*** Opening of Given entries ***
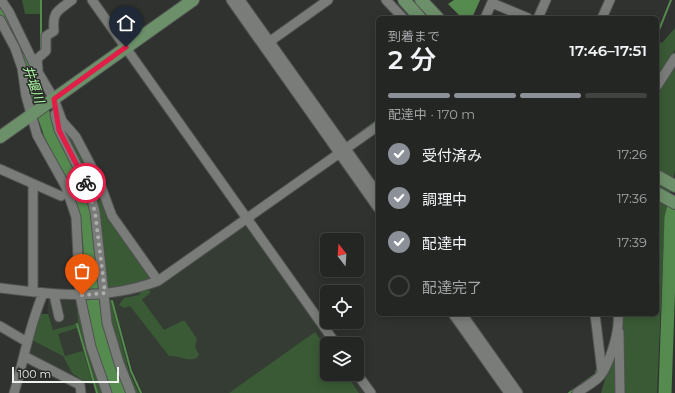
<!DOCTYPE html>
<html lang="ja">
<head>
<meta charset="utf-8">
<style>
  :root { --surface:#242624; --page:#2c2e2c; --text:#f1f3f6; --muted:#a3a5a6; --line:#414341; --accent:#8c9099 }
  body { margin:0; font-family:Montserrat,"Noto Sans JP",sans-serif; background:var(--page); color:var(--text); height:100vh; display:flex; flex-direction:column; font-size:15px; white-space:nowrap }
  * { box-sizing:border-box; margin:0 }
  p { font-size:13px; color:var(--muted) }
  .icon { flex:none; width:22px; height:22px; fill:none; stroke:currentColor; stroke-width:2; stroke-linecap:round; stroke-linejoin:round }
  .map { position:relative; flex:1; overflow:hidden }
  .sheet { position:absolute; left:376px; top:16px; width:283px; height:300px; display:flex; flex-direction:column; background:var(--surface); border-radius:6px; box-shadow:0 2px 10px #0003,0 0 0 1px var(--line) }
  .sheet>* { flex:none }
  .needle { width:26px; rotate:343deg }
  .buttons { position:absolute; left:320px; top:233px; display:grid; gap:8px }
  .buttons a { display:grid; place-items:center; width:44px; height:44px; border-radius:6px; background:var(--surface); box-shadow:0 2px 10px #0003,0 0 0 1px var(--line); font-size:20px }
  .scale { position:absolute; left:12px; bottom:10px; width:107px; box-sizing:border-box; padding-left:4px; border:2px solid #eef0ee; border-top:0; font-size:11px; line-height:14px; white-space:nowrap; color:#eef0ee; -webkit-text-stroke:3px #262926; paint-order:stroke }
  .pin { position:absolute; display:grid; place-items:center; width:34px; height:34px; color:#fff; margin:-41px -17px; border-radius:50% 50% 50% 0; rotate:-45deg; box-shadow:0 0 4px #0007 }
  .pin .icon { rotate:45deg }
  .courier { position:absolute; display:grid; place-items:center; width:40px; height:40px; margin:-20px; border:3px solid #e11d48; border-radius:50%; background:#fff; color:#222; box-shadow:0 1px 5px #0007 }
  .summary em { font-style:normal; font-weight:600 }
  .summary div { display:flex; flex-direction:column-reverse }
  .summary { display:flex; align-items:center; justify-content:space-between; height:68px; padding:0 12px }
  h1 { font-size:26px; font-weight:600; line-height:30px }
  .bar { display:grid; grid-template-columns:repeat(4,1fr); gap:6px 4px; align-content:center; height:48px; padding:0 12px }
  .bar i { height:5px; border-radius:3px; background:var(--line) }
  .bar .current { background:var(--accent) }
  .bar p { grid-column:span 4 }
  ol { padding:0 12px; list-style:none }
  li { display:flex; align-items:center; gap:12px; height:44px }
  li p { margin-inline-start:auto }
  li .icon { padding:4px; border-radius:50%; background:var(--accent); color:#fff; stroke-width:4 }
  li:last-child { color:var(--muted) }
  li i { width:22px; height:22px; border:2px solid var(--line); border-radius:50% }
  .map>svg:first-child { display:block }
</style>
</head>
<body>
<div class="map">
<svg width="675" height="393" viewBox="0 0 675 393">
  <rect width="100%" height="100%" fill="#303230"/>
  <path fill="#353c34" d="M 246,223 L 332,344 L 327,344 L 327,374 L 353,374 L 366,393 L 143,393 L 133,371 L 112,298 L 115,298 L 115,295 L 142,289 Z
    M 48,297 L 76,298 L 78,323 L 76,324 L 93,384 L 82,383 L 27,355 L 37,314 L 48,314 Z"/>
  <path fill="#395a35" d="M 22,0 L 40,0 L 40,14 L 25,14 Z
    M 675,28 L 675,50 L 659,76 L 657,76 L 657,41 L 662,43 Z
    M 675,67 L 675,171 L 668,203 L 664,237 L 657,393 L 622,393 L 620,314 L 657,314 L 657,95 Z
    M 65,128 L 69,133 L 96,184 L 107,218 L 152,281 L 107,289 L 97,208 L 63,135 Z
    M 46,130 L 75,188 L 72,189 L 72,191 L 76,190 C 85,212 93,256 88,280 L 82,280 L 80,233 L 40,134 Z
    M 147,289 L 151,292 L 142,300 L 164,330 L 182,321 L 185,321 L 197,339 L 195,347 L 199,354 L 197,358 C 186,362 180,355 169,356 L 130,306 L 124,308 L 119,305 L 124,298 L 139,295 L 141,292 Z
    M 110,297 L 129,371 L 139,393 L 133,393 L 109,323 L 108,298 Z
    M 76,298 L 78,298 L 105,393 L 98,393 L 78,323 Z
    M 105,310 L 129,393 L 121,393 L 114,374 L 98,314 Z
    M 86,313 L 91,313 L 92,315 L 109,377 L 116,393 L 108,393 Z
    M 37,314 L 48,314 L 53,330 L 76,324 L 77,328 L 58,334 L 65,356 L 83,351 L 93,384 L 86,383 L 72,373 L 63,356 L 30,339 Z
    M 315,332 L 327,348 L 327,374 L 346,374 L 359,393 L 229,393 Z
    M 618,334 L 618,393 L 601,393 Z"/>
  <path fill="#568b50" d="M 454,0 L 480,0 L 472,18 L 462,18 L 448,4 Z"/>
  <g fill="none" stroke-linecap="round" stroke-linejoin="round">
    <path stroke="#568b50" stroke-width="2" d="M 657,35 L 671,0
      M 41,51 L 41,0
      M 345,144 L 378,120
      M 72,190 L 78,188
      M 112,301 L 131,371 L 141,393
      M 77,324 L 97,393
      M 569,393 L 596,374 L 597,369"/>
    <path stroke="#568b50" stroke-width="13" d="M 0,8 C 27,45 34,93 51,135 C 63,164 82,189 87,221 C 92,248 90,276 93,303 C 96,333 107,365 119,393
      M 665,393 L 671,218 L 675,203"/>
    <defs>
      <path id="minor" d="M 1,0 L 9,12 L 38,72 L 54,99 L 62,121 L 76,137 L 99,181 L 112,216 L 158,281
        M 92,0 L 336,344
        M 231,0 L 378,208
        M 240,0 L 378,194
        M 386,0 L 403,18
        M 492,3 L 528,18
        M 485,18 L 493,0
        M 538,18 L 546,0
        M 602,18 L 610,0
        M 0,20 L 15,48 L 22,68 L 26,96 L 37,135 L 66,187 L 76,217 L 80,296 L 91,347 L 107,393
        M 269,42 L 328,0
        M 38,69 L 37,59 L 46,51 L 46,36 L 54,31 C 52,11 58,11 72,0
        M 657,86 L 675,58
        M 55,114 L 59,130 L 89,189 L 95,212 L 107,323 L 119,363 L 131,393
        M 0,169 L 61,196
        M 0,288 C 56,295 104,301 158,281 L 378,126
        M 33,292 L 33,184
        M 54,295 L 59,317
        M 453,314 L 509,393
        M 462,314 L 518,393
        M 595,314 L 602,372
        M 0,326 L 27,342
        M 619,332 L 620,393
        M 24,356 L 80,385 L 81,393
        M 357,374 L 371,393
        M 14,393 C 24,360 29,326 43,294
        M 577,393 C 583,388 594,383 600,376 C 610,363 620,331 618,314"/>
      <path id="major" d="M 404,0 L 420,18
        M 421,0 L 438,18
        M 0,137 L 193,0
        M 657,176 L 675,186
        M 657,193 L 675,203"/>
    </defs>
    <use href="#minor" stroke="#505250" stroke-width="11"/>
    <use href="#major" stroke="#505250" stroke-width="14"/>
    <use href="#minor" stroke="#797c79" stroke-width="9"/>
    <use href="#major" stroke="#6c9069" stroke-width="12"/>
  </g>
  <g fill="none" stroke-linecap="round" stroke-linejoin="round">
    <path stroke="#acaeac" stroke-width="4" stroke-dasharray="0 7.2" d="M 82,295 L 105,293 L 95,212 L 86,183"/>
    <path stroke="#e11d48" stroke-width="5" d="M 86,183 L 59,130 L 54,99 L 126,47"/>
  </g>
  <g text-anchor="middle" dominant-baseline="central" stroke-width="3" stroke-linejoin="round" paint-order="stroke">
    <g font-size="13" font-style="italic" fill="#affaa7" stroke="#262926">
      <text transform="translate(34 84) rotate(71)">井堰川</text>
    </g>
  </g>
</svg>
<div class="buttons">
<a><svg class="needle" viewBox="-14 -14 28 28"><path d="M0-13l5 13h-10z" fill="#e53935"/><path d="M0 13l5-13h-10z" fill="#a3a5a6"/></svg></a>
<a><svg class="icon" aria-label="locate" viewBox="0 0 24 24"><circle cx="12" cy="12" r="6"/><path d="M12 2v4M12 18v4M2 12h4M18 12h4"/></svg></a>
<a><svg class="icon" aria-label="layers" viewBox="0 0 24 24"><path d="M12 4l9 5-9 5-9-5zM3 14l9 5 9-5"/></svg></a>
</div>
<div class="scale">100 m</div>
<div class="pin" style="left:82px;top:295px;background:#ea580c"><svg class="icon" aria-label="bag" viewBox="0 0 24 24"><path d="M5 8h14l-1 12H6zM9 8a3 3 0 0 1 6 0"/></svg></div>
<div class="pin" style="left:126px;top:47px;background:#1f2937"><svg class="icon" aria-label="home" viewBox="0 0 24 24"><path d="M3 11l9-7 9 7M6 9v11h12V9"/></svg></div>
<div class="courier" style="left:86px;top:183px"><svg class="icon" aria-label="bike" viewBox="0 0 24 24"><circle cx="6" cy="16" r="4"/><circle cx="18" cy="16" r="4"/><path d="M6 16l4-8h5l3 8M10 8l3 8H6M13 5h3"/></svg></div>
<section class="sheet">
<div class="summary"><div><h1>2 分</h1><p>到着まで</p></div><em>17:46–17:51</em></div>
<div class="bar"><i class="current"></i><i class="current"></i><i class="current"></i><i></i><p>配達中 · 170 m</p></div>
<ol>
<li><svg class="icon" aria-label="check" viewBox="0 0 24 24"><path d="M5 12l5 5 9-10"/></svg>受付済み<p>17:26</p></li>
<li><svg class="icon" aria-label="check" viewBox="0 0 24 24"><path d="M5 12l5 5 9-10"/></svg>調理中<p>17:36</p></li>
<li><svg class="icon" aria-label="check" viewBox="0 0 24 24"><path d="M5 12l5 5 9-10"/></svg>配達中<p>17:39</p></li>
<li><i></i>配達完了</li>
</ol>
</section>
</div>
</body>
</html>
*** Close of Given entries ***
**Work instructions**
Say how many lines in the records hold the string "buttons", and say nothing else.

**Answer box**
3